DISCUSSION AND DECISION[1] I.

The trial court sustained Steven's motion to dismiss. It alleged:

1. Yvonne's complaint failed to state a cause of action upon which relief could be granted,

2. the court lacked both personal and subject-matter jurisdiction, and

3. the White Circuit Court was accorded improper jurisdiction to hear and decide plaintiff's complaint.

The granting of a motion to dismiss which disposes of all the parties and issues is a final, appealable order. State ex rel. Clay Community Schools v. Parke Circuit Court, (1979) 271 Ind. 266, 392 N.E.2d 804; England v. Dana Corp., (1970) 147 Ind. App. 279, 259 N.E.2d 433; Jose v. Indiana National Bank of Indianapolis, (1966) 139 Ind. App. 272, 218 N.E.2d 165. On appeal from an order granting a defendant's motion for involuntary dismissal, the reviewing court on appeal must determine whether, considering the evidence most favorable to the plaintiff, there was substantial evidence of probative value which would have sustained the material elements of the plaintiff's complaint. Stephenson v. Frazier, (1980) Ind. App., 399 N.E.2d 794, trans. den'd. 425 N.E.2d 73; Stath v. Williams, (1977) 174 Ind. App. 369, 367 N.E.2d 1120; Building Systems, Inc. v. Rochester Metal Products, Inc., (1976) 168 Ind. App. 12, 340 N.E.2d 791.

When suit is brought upon a foreign money judgment rendered in a competent court which had jurisdiction of the parties and subject matter, the parties having been afforded a reasonable opportunity to be heard and the court's proceedings having been in conformity with a course of civilized jurisprudence, it will be enforced in *772 the courts of this country, absent fraud or other special circumstances which impeach the judgment. Hilton v. Guyot, (1895) 159 U.S. 113, 16 S. Ct. 139, 40 L. Ed. 95. Such judgments are enforced on the basis of comity, not because of the full faith and credit clause of the United States Constitution. Scherer v. Scherer, (1980) Ind. App., 405 N.E.2d 40, 44; Am.Jur.2d Divorce and Separation § 964. Also we have held a husband can be estopped to deny the validity of a foreign divorce by his conduct prior to and after entry of the foreign decree. Scherer, 405 N.E.2d at 46.

We note in passing the facts here are as strong for estoppel against Steven as they were in Scherer. Steven was the petitioner in the Wiesbaden action. After the West German decree was entered, he remarried. Steven is estopped from attacking the validity of the decree. Scherer, 405 N.E.2d at 46. However, the thrust of Steven's Motion to Dismiss appears directed at the White Circuit Court's authority to enforce the installment "alimony" provision of the judicial agreement, honored by the Wiesbaden Court, requiring Steven to pay Yvonne $150 per month for her support.
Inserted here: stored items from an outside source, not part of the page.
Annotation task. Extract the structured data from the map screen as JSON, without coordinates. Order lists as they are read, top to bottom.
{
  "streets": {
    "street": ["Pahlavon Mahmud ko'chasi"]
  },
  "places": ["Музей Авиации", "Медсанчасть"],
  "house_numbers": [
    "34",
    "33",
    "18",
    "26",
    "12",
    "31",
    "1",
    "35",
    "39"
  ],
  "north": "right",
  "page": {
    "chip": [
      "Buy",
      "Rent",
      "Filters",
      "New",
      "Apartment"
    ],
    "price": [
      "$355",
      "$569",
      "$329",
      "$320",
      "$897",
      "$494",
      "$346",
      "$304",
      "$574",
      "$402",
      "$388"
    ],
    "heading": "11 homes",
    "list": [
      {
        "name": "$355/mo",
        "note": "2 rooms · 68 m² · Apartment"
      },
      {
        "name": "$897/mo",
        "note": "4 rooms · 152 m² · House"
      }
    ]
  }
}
Indiana enforces installment alimony judgments of sister states. McCarthy v. McCarthy, (1971) 150 Ind. App. 640, 645, 276 N.E.2d 891, 895. We do so for good reason. As Judge Sullivan noted

Although Indiana law does not provide for installment alimony, it is nevertheless proper under full faith and credit for this court to enforce an installment alimony decree obtained in another state. If such were not the law of this state, Indiana would become a virtual sanctuary for ex-husbands attempting to avoid the effect of a foreign decree's alimony provisions. Rogers v. Rogers (1909) 46 Ind. App. 506, 89 N.E. 901. We hold then, in keeping with what we consider to be sound public policy, that appellee is entitled to have the installment alimony provision of the Connecticut decree enforced in Indiana under the "full faith and credit" clause of Article 4, § 1, of the U.S. Constitution.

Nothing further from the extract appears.